I’m convinced school in America is designed to break you. The more you break, the more they can mold the pieces to make sure you’re the best capital-producing citizen a billionaire could hope for. If you struggle to get it, there is a never ending parade of embarrassment and shame waiting for you. If you succeed, the goal-post will be moved to minimize your success. If you crush the competition and stand at the top of your class, more often than not you would’ve had to burn bridges to do it, which is weird and annoying. I fell into this trap too many times to count. Especially in my “English” classes. I would have similar assignments from year to year with the only variation being the personal preferences of the teacher who assigned them. I’d crave their approval, figure out their tastes, write to them, then pass but fail to grow. I’d lost touch with writing completely.
By the time I had an English teacher I could actually learn from, I was almost 18 and about to graduate high school. I had become so disillusioned with writing that I had stopped writing on my own and had convinced myself that I was going to spend my life as a scientist who “changed the world” (as if I couldn’t do that with pen and paper). The college essay process didn’t help, as it was more tailoring to specific tastes. Only, instead of essays analyzing a work’s literary devices, I was tailoring my own traumas for the opportunity to go to a school and gain more of them. All along, learning that writing was simply pleasing your audience long enough for them to leave you alone and stop expecting anything else. No enjoyment necessary. So of course, it only made sense for me to jump back into writing by dusting off my pen, hard-launching myself in a format I was completely new to, and write for an audience that I couldn’t see or predict.

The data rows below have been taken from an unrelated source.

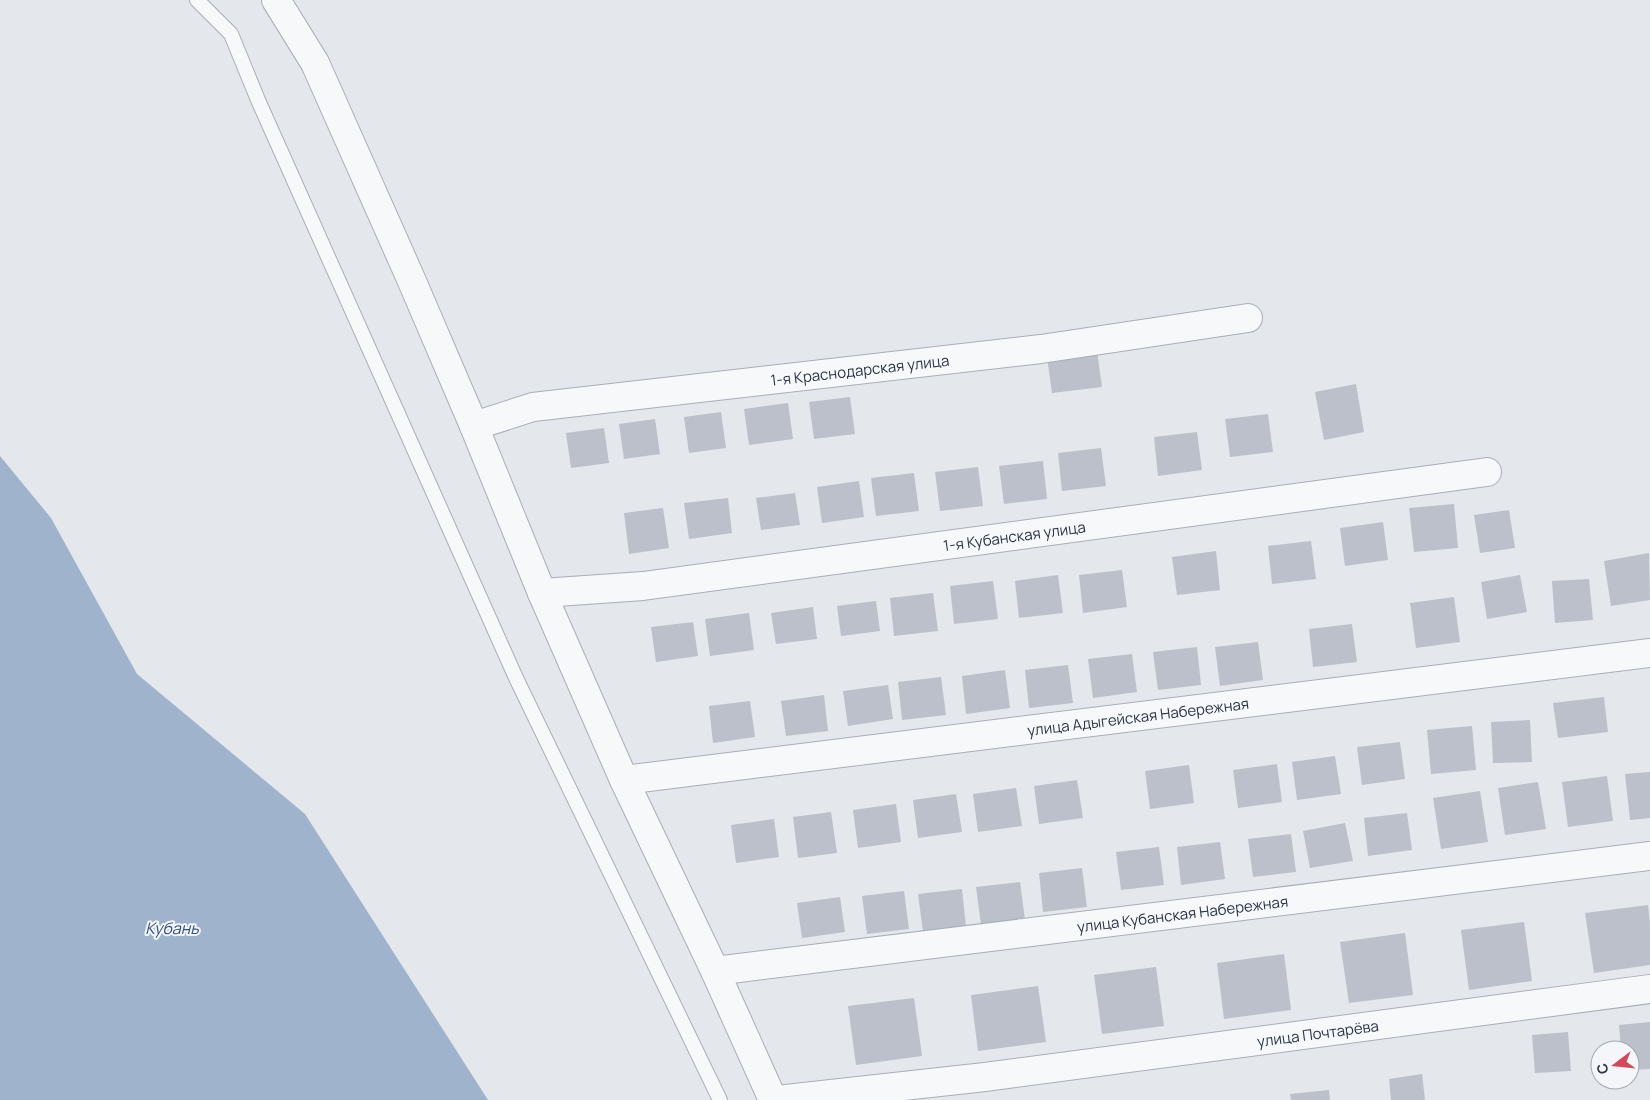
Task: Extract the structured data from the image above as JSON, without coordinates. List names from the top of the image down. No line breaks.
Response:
{"streets":{"street":["1-я Краснодарская улица","1-я Кубанская улица","улица Адыгейская Набережная","улица Кубанская Набережная","улица Почтарёва"]},"water":["Кубань"],"north":"left"}
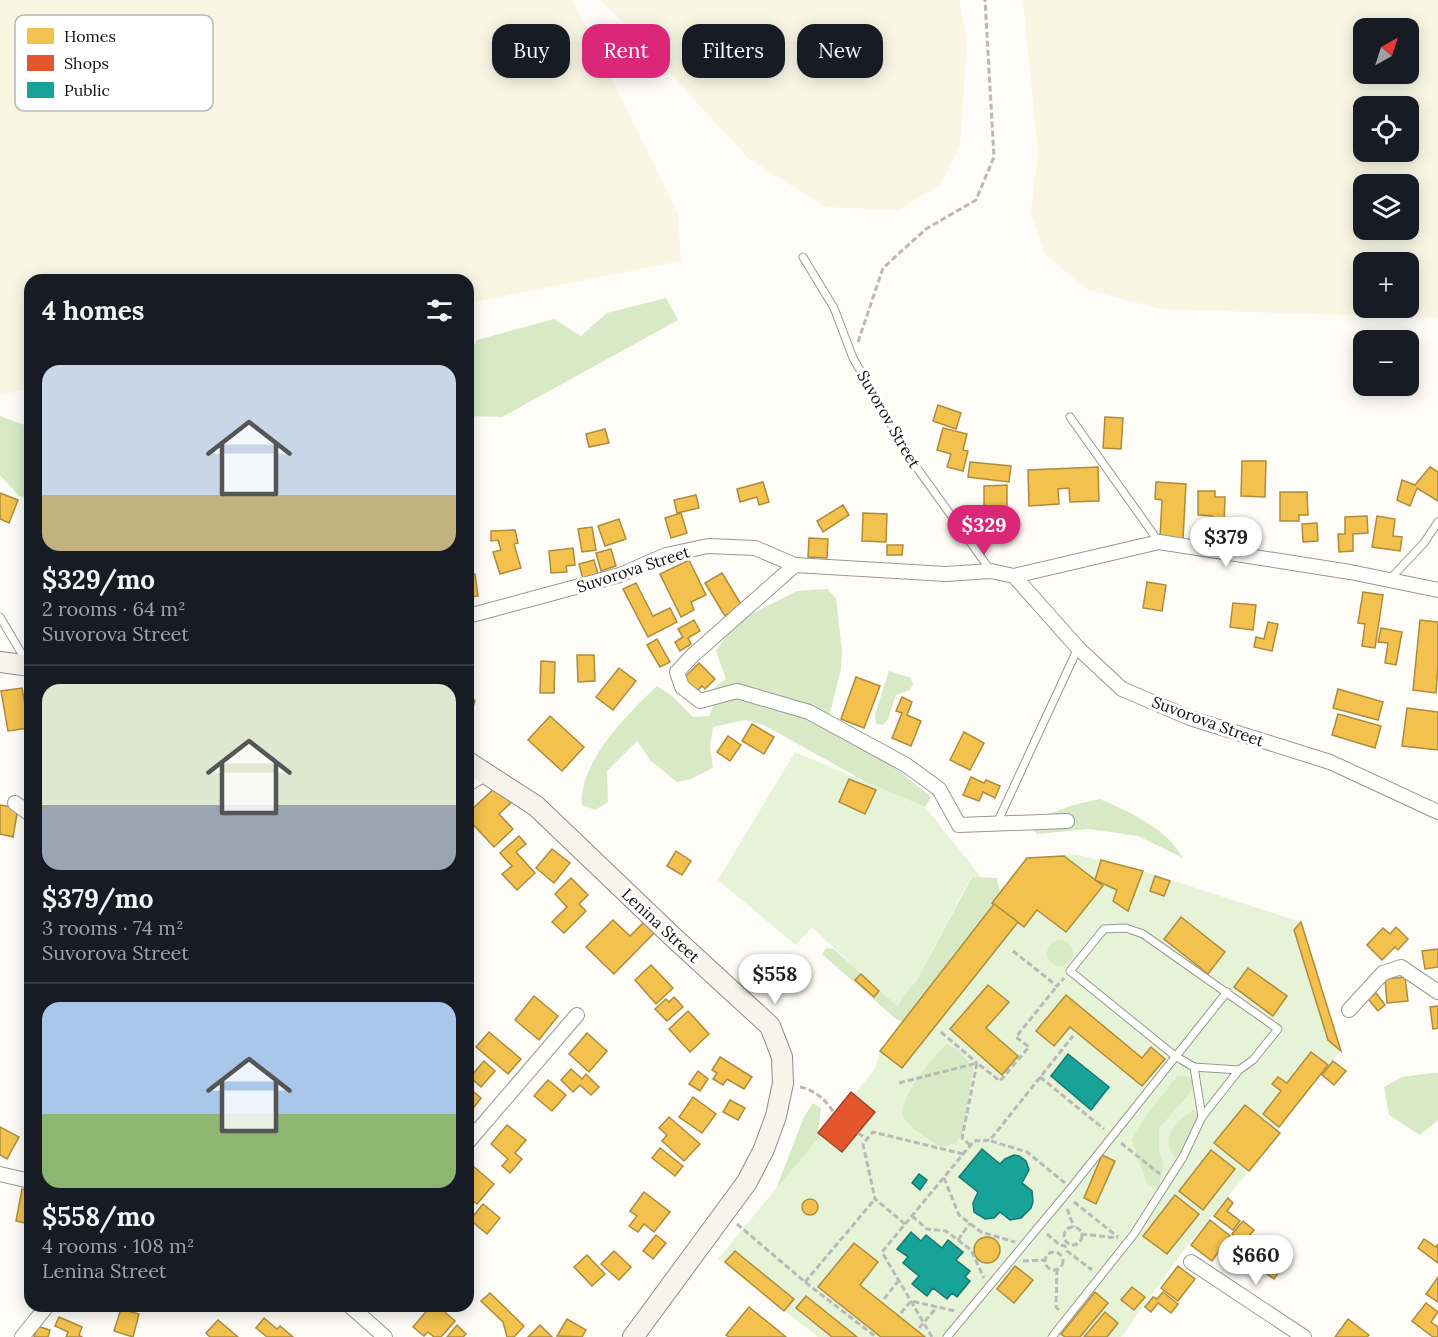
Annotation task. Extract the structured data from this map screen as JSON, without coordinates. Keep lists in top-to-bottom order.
{
  "streets": {
    "main road": ["Lenina Street"],
    "street": ["Suvorova Street"],
    "lane": ["Suvorov Street"]
  },
  "crossings": [
    ["Suvorov Street", "Suvorova Street"]
  ],
  "legend": ["Homes", "Shops", "Public"],
  "north": "top right",
  "page": {
    "map_buttons": ["+", "−"],
    "chip": [
      "Buy",
      "Rent",
      "Filters",
      "New"
    ],
    "heading": "4 homes",
    "list": [
      {
        "name": "$329/mo",
        "note": "2 rooms · 64 m² · Suvorova Street"
      },
      {
        "name": "$379/mo",
        "note": "3 rooms · 74 m² · Suvorova Street"
      },
      {
        "name": "$558/mo",
        "note": "4 rooms · 108 m² · Lenina Street"
      }
    ],
    "price": [
      "$329",
      "$379",
      "$558",
      "$660"
    ]
  }
}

I will say that while I love writing for Substack, the process has been harrowing at times. I’m always wrestling with this immense feeling of pressure to be entertaining, or to make sure that my writing is always at the highest level possible, whatever that means. It’s almost as if I need to seem like this accomplished and perfect writer with fresh ideas all the time. In many ways it feels like I’m still applying to school. Or trying to get my elusive teacher to think I’m deserving of star stickers on my essays. However, in these 7 months on Substack in particular, I’ve come to a realization that has completely freed me. I am not that good. Nowhere near. I am not the perfect writer that doesn’t exist except in my head. My ideas can be stale and my essays are never long enough and I allow too much of my inner dialogue in my writing. But I’m writing. I’m actually doing it and that’s more than I can say for the version of myself that gave up entirely. So I’ll continue to write what I want, write what I need, and trust that the correct audience for me has found my work. It’s so much better than the alternative.

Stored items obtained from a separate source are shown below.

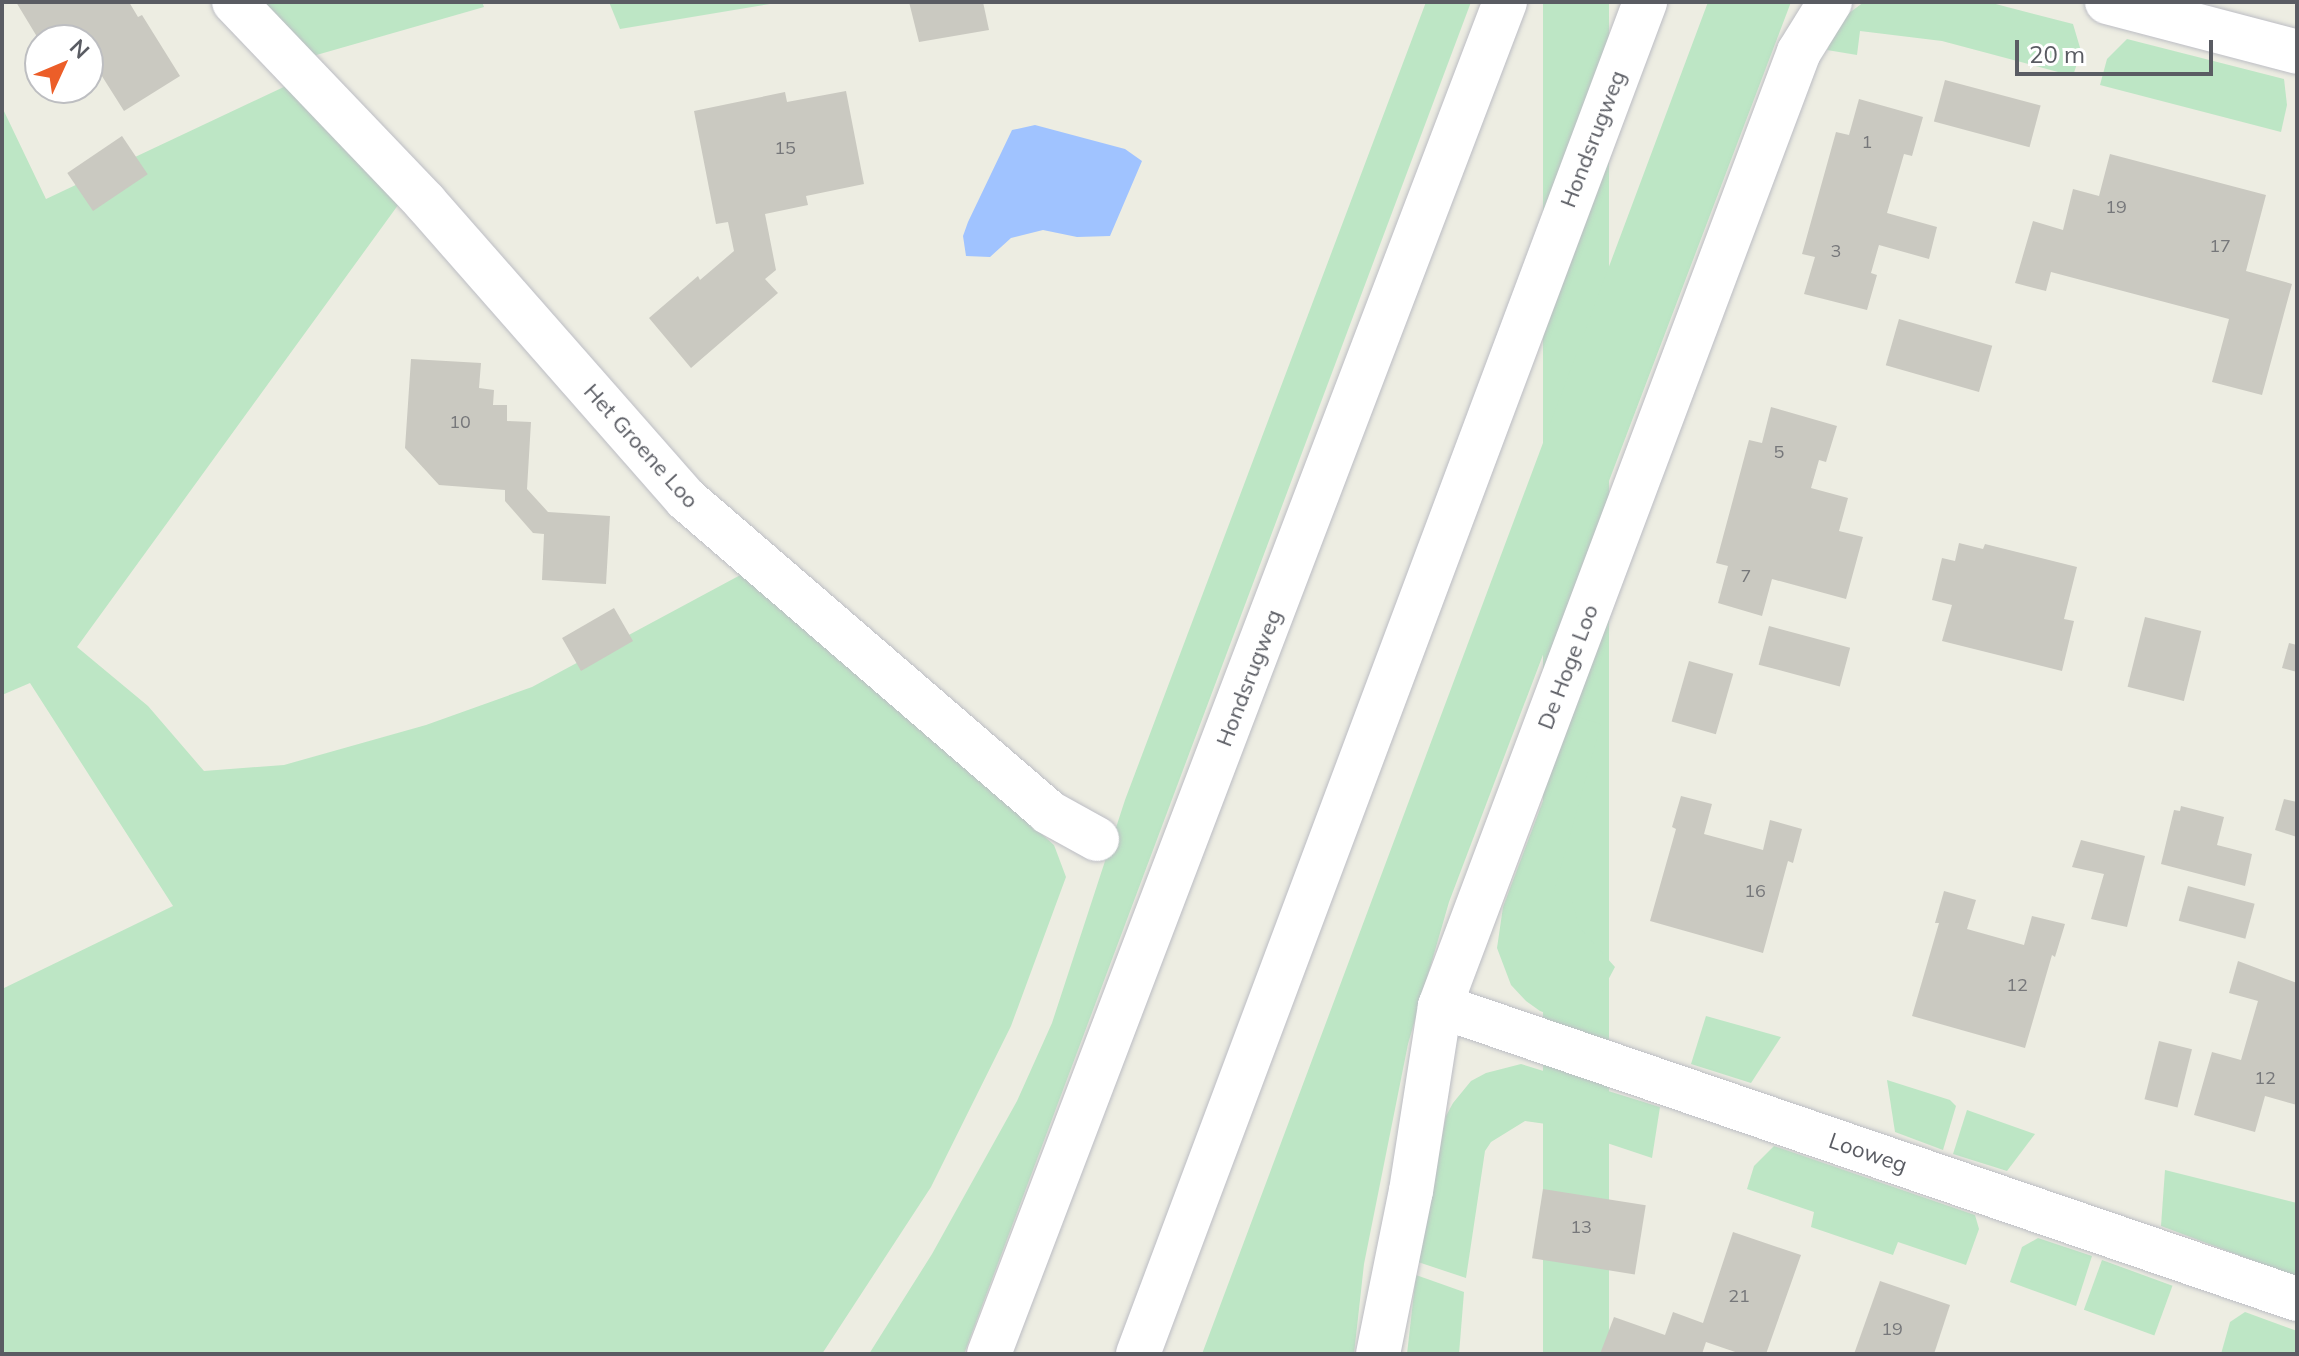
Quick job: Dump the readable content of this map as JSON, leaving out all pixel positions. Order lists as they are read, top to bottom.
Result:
{
  "streets": {
    "street": [
      "Hondsrugweg",
      "Het Groene Loo",
      "De Hoge Loo",
      "Looweg"
    ]
  },
  "crossings": [
    ["De Hoge Loo", "Looweg"]
  ],
  "house_numbers": [
    "1",
    "15",
    "19",
    "17",
    "3",
    "10",
    "5",
    "7",
    "16",
    "12",
    "12",
    "13",
    "21",
    "19"
  ],
  "scale_bar": "20 m",
  "north": "top right"
}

"But I’m writing. I’m actually doing it and that’s more than I can say for the version of myself that gave up entirely. So I’ll continue to write what I want, write what I need, and trust that the correct audience for me has found my work. It’s so much better than the alternative." YES! I've had similar thought processes with deciding to commit to actually writing plays. Idk what the fuck I'm doing and feel like I lost and wasted time. But it's not helpful to dwell on. We just gotta keep moving!!